# Dissapointed New Owner with Leaks, krytox no help



## brycebaird (Oct 16, 2012)

Hello, new user, and first time poster. Took Delivery of brand new 2012 Eos Komfort on August 1. Two weeks later, during first rainstorm, had a leak at passenger side A-pillar. Thereafter, began getting leaks when taking it through the car wash. These leaks came on both sides, and leaked on the the rear armrests. Page 254 of the owners manual says there are only two acceptable ways to wash the car -- either by hand or in an automatic wash (prefferably, as i use, a touchless wash). Been to VW three times, no fix. Krytox applied. VW America has claimed that the car is operating "within specification" and thus has refused to fix it. When I ask them why i get leaks in an automatic car wash when the manual says specifically that a car wash is one of only two ways to wash it, they repeat that the car is operating within specification. When i ask what is the specification, they refuse to answer. When i ask how can they can deny my request that it be fixed if they don't have a specification, they claim that it is operating within specification. You can see where this is going. When i ask what car wash can i take it through, they refuse to answer. Essentially, their position is that if a car wash creates leakes, you can't take it through that car wash. They can't tell me any specification that i could rely on to know whether or not the car is operating "within specification"
So now I'm going to have to go through arbitration. My question is does anyone e;se have this problem? Is it unreasonable to think that I should be able to take it through a car wash as recomended by the owner's manual without the car leaking?


----------



## mark_d_drake (Aug 17, 2006)

I had a problem the first time I went through an automatic car wash. After than I either wash it by hand or take it a place that does a pure hand wash. I've been very happy for 5 years now.


----------



## DavidPaul (Nov 28, 2009)

brycebaird said:


> Hello, new user, and first time poster. Took Delivery of brand new 2012 Eos Komfort on August 1. Two weeks later, during first rainstorm, had a leak at passenger side A-pillar. Thereafter, began getting leaks when taking it through the car wash. These leaks came on both sides, and leaked on the the rear armrests. Page 254 of the owners manual says there are only two acceptable ways to wash the car -- either by hand or in an automatic wash (prefferably, as i use, a touchless wash). Been to VW three times, no fix. Krytox applied. VW America has claimed that the car is operating "within specification" and thus has refused to fix it. When I ask them why i get leaks in an automatic car wash when the manual says specifically that a car wash is one of only two ways to wash it, they repeat that the car is operating within specification. When i ask what is the specification, they refuse to answer. When i ask how can they can deny my request that it be fixed if they don't have a specification, they claim that it is operating within specification. You can see where this is going. When i ask what car wash can i take it through, they refuse to answer. Essentially, their position is that if a car wash creates leakes, you can't take it through that car wash. They can't tell me any specification that i could rely on to know whether or not the car is operating "within specification"
> So now I'm going to have to go through arbitration. My question is does anyone e;se have this problem? Is it unreasonable to think that I should be able to take it through a car wash as recomended by the owner's manual without the car leaking?
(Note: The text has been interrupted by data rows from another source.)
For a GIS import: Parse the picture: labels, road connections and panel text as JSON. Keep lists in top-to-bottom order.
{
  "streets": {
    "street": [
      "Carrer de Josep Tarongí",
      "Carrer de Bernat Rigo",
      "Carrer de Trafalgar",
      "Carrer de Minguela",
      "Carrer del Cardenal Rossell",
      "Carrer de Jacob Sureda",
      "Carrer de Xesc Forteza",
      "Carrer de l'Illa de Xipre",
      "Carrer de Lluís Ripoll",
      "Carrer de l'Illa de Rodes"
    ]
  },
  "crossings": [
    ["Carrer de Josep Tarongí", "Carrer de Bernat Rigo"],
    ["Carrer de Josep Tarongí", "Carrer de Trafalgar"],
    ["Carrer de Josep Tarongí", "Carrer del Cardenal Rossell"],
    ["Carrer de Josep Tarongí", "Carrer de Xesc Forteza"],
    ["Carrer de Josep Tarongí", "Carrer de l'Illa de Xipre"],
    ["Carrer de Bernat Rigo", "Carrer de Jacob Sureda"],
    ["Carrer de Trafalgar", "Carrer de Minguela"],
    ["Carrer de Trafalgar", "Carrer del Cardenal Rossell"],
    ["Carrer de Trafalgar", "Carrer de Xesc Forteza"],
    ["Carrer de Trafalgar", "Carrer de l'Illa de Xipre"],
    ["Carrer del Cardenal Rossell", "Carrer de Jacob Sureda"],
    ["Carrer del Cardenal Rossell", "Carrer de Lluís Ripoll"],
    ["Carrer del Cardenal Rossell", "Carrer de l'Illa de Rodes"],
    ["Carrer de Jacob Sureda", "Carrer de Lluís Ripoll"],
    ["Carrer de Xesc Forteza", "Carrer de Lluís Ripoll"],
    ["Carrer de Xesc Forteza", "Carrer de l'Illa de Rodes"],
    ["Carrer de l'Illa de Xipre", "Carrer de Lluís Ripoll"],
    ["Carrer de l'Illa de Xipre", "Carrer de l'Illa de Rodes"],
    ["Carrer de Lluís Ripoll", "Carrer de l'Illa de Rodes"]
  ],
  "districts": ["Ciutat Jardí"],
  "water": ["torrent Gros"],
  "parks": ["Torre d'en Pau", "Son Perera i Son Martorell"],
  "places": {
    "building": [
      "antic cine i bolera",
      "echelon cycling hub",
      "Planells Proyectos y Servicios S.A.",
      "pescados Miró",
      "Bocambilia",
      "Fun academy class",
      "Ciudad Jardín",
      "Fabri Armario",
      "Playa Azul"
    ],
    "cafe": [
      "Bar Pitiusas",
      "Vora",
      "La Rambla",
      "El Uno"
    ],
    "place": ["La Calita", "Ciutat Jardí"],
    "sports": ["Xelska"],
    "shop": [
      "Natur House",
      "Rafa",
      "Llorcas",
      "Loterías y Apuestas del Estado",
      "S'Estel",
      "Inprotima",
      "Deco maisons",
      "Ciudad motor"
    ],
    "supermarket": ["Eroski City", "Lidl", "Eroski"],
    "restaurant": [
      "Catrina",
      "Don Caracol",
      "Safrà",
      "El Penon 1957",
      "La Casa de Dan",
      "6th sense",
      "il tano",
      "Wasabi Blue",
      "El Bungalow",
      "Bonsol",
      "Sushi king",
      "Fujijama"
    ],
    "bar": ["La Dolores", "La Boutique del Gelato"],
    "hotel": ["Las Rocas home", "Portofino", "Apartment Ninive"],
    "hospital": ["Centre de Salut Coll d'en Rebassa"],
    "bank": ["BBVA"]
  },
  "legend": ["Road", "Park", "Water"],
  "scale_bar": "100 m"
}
A "Touchless Wash", which means a power wash, is an absolute NO, NO!!

If you stay with hand washing, you will never have a problem. No convertible, whether it is a rag or hard top, can withstand a power wash without leaking.

Of course, there are exceptions, but I am going with the odds, here. So should you.

If you are unable or unwilling to hand wash your vehicle, my advice to you is, get a sedan or settle for a dirty convertible. You are fighting a losing battle.

There may be one exception where leaking will occur regardless of what you do or what kind of car you have. It's called a HURRICANE!!


----------



## brycebaird (Oct 16, 2012)

As I understand it, prior to 2009, the cars were not recommended for going through a car wash, and there is a tech tip explaining that "water droplets" may accumulate if the seals are subjected to high pressure. As I further understand it, the seals were redesigned for the 2009 model year, and automatic car washing was allowed. 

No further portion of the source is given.